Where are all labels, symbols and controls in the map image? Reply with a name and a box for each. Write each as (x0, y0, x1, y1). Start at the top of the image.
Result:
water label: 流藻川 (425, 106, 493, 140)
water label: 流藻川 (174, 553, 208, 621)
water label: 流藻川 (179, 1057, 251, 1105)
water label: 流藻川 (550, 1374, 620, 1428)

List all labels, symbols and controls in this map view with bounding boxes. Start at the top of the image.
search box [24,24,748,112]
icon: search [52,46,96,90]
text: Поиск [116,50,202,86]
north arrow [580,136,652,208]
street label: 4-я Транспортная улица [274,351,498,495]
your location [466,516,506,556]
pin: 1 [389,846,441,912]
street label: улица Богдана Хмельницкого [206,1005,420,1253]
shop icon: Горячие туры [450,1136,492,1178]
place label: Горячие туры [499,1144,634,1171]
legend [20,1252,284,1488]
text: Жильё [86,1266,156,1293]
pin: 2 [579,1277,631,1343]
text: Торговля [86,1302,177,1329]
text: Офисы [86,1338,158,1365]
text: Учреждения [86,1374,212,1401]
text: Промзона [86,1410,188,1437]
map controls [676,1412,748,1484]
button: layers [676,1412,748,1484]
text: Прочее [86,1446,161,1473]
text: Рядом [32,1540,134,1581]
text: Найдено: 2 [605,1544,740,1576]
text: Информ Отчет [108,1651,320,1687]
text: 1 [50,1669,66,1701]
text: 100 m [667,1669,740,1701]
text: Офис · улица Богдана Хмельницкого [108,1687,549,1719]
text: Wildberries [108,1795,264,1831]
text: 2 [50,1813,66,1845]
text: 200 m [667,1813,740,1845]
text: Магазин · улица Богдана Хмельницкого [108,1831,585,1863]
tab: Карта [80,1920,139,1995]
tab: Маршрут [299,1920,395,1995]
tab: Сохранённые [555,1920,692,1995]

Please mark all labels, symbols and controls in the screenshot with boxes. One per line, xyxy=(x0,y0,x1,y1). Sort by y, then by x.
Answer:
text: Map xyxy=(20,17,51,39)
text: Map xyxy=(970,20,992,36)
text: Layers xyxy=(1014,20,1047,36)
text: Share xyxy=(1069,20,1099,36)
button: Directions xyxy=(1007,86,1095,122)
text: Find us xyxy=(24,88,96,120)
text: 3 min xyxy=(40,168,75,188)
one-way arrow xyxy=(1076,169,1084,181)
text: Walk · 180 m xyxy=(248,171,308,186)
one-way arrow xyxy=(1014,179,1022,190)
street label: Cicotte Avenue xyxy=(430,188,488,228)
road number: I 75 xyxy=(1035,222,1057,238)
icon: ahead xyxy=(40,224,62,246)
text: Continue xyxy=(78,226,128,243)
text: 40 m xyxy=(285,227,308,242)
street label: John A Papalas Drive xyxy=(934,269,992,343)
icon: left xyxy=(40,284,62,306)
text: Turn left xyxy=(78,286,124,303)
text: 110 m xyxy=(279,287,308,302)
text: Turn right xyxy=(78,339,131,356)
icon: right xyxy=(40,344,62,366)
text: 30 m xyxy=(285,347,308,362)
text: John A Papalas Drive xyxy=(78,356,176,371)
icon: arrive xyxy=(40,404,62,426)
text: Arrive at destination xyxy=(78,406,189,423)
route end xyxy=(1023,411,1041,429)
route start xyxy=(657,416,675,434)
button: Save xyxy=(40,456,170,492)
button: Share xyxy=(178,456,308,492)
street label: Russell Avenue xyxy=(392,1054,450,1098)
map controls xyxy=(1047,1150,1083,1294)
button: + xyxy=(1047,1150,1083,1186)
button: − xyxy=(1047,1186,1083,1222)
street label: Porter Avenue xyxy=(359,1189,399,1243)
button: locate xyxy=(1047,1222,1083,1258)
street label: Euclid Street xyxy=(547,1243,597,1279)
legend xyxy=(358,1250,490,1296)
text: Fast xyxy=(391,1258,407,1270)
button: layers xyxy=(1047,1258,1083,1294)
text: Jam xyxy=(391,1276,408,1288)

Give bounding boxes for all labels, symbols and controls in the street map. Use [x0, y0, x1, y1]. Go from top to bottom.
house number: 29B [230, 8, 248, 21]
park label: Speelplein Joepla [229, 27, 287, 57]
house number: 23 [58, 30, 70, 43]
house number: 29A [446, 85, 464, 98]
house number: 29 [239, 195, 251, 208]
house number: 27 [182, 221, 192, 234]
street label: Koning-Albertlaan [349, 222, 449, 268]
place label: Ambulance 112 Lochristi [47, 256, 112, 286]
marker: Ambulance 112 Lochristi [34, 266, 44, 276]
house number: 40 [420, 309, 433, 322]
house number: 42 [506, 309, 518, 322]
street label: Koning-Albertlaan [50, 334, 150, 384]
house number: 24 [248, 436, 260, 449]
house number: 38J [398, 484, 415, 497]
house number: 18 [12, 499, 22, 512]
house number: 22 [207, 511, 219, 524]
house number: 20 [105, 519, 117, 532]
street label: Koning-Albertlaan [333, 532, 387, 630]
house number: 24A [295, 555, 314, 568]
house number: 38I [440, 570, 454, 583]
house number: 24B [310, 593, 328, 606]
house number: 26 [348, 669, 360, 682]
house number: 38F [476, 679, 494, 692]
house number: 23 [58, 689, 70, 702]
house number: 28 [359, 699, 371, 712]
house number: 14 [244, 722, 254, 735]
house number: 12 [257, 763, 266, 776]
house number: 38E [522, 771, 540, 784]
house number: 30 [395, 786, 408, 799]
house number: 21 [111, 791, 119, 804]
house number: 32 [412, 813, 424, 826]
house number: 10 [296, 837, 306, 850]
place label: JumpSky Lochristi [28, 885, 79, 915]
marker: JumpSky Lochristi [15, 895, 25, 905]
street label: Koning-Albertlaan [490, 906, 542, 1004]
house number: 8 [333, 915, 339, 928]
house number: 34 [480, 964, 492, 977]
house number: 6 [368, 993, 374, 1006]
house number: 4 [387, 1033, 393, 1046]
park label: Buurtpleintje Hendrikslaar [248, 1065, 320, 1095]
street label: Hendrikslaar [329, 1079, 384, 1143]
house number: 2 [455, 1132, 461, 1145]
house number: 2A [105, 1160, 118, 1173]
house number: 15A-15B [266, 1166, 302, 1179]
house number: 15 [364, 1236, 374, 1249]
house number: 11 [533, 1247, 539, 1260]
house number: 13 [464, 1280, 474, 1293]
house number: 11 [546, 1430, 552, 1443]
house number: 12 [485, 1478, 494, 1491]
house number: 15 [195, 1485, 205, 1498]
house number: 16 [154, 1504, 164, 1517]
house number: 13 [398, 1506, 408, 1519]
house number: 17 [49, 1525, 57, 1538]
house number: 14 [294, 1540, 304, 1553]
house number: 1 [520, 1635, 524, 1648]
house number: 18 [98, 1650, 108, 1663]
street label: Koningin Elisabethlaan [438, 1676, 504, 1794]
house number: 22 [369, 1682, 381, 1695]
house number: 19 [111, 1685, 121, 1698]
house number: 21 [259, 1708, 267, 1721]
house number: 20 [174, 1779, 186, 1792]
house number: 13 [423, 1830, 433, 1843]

++++

All lines of the listing holding the string "place" must be returned, copied as they stand.

● Solution below
place label: Горячие туры [499,1144,634,1171]
place label: Ambulance 112 Lochristi [47, 256, 112, 286]
place label: JumpSky Lochristi [28, 885, 79, 915]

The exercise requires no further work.